**What needs to be done**
Show all the lines in the data below that include the word "tools".

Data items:
....

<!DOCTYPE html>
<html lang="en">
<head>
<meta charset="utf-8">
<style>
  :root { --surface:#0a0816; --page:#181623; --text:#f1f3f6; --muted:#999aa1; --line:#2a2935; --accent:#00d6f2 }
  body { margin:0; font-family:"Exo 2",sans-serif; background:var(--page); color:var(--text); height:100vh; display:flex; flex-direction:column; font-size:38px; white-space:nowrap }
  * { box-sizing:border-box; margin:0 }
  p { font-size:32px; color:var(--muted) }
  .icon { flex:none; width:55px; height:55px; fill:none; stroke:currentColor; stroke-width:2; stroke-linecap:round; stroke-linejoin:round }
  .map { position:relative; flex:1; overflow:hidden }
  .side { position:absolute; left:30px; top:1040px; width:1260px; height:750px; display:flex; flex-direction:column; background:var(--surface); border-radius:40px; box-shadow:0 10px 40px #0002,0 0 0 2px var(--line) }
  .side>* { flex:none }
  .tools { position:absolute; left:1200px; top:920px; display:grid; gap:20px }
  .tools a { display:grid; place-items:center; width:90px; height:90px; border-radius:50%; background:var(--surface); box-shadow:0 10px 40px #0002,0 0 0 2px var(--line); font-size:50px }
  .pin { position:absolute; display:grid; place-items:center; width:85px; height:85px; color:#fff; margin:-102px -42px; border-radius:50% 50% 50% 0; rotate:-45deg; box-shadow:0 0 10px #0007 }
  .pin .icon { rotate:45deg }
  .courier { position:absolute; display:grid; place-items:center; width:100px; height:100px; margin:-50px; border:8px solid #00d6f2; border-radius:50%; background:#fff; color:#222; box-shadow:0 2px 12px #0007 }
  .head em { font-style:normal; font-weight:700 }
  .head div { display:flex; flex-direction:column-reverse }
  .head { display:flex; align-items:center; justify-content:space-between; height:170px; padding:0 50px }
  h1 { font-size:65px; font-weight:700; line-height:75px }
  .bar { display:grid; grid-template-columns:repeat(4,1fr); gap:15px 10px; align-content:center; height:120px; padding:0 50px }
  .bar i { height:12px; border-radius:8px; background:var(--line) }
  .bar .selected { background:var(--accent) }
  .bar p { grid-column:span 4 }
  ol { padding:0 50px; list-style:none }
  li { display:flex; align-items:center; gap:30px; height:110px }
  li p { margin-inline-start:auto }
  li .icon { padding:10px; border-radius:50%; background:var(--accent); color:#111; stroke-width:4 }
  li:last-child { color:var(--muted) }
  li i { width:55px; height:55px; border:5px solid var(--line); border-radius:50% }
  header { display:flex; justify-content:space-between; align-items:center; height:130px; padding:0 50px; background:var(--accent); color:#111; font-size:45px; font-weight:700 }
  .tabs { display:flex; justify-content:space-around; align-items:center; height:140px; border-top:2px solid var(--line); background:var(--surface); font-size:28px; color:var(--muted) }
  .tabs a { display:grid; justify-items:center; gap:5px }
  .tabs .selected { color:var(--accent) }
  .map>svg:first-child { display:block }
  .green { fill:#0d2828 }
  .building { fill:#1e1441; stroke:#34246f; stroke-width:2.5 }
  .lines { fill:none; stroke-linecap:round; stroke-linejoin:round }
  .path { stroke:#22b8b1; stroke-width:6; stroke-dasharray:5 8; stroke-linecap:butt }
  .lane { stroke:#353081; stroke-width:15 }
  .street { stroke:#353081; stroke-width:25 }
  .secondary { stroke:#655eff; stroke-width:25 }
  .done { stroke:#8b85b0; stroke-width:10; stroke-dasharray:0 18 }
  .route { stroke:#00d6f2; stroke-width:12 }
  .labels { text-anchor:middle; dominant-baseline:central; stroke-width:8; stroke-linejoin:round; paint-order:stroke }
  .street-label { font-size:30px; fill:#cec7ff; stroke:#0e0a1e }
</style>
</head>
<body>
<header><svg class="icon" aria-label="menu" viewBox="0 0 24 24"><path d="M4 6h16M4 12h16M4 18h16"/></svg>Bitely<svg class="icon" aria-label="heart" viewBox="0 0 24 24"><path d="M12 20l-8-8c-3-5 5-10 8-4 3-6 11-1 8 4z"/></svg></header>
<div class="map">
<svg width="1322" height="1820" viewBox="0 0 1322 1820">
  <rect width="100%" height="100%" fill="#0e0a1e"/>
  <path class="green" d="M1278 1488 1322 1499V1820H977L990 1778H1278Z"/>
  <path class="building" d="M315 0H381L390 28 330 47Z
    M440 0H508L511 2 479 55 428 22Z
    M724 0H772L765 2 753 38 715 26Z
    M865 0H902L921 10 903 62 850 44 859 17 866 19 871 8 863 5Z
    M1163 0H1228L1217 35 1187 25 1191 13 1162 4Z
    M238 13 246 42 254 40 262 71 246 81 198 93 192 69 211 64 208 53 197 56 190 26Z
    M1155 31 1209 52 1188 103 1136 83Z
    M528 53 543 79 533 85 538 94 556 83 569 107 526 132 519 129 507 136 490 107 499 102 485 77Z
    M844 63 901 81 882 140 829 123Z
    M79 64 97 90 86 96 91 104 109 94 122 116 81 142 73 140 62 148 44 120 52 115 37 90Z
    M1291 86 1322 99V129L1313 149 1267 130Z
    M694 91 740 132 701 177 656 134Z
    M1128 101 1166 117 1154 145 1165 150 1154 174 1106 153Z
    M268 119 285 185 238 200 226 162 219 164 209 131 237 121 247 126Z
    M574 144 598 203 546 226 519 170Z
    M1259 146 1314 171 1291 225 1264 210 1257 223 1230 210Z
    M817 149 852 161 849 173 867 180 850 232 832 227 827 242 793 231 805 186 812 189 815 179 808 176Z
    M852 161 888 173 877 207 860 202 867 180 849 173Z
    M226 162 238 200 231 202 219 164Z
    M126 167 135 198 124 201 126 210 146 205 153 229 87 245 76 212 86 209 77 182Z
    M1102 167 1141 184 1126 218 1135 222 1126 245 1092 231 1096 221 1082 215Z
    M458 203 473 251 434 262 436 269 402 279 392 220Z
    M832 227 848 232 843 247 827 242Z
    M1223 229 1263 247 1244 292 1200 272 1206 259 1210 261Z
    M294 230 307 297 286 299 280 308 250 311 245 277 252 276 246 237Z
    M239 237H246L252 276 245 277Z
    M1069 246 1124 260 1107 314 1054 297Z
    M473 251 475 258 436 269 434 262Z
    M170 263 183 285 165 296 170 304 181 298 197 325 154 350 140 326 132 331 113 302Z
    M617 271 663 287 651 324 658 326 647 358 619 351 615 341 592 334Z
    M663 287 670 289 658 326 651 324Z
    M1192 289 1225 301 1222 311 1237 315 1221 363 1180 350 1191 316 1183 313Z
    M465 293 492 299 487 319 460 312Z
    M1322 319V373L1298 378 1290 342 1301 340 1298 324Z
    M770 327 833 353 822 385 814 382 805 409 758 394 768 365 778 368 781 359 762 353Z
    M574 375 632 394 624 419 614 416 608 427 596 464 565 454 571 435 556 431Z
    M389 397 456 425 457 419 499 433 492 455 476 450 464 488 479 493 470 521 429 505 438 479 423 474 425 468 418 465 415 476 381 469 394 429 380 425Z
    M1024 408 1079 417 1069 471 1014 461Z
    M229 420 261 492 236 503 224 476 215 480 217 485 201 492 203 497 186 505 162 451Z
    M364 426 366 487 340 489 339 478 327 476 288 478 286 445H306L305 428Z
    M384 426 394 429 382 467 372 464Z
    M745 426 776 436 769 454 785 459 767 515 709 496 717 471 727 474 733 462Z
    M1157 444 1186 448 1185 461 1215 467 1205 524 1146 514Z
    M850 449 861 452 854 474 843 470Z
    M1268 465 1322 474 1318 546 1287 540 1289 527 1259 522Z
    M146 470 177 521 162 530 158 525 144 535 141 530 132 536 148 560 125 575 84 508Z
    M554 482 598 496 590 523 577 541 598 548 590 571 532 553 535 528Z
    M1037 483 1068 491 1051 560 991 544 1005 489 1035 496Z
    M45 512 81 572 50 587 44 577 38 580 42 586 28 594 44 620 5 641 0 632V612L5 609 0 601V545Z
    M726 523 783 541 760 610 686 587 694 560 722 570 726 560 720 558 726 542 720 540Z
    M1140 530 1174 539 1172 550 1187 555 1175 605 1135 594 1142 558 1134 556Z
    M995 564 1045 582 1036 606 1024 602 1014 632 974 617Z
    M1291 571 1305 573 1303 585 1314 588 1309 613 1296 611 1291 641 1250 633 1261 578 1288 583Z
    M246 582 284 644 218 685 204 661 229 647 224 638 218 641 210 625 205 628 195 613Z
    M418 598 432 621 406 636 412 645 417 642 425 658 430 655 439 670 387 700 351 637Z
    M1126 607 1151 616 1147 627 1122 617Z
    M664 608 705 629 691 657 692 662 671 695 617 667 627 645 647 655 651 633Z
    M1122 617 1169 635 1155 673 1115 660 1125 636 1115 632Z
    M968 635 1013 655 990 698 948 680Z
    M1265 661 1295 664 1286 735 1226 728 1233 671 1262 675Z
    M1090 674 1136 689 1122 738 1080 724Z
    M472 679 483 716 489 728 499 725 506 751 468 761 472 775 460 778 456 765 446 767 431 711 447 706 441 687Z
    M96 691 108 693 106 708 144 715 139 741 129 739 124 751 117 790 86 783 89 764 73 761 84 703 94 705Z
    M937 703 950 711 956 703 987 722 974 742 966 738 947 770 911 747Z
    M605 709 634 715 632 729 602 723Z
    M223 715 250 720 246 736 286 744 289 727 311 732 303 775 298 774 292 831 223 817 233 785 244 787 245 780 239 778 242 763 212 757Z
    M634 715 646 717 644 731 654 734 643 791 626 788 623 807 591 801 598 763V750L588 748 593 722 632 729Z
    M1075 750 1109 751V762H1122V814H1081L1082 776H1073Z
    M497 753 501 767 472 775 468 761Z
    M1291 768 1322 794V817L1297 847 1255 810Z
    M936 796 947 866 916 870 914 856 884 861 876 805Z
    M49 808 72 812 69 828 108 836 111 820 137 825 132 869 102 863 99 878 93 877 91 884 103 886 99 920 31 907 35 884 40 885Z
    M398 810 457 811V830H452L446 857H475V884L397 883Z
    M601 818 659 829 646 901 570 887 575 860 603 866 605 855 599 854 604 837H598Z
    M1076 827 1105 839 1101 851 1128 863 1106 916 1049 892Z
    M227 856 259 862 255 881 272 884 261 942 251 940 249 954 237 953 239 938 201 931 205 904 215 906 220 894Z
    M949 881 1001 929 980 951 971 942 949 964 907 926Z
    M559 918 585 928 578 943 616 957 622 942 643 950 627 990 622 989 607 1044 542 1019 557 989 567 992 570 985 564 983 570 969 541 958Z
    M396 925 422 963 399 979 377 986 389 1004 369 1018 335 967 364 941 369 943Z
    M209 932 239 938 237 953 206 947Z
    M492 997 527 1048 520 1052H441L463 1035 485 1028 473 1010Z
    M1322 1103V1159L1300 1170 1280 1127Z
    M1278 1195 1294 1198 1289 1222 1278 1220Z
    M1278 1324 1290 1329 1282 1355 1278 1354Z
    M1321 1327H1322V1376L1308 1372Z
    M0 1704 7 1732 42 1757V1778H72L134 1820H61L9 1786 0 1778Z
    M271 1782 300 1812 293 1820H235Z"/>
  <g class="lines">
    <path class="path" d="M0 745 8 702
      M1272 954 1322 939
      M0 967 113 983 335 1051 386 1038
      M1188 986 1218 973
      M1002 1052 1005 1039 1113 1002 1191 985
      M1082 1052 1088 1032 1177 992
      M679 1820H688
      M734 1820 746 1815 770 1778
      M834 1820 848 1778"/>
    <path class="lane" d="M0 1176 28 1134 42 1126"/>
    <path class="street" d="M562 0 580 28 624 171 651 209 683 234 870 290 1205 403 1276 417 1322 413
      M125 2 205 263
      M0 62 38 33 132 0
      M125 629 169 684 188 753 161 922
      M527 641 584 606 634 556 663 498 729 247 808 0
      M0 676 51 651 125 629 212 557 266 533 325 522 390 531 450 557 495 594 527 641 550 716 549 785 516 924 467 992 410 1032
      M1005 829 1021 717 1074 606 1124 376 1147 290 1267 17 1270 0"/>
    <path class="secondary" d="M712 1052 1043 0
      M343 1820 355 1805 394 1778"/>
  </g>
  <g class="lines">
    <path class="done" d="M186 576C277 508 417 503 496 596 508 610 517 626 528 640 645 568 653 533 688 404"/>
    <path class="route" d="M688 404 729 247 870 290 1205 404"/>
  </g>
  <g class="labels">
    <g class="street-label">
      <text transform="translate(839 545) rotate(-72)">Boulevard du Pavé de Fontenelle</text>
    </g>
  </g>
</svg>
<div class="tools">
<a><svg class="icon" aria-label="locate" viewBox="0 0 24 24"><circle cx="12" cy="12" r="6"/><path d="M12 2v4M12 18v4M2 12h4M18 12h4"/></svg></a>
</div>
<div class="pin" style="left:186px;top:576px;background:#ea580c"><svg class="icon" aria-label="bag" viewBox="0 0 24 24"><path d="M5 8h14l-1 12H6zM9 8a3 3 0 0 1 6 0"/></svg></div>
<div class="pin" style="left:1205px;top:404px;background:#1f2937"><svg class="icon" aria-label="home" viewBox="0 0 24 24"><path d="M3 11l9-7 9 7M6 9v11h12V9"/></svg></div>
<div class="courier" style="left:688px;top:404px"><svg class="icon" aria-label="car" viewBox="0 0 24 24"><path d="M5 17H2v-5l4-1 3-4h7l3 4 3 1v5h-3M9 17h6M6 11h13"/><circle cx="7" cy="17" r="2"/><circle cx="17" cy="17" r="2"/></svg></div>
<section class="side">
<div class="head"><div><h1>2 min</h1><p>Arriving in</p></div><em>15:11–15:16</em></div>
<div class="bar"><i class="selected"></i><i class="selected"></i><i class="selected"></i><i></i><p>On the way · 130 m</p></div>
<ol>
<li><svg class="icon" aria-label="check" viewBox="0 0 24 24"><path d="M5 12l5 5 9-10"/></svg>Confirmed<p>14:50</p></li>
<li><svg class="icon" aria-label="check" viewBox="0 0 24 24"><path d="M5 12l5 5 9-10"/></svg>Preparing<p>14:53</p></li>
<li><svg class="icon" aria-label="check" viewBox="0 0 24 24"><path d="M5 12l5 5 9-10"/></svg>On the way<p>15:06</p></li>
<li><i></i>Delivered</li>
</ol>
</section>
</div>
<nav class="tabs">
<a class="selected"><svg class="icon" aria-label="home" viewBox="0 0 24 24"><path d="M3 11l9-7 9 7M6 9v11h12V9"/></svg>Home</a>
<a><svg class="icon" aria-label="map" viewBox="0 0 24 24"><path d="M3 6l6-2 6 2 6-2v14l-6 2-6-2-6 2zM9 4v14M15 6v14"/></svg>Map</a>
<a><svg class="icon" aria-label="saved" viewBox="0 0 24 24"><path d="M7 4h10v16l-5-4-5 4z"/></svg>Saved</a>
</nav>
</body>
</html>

....

**Completed exercise**
  .tools { position:absolute; left:1200px; top:920px; display:grid; gap:20px }
  .tools a { display:grid; place-items:center; width:90px; height:90px; border-radius:50%; background:var(--surface); box-shadow:0 10px 40px #0002,0 0 0 2px var(--line); font-size:50px }
<div class="tools">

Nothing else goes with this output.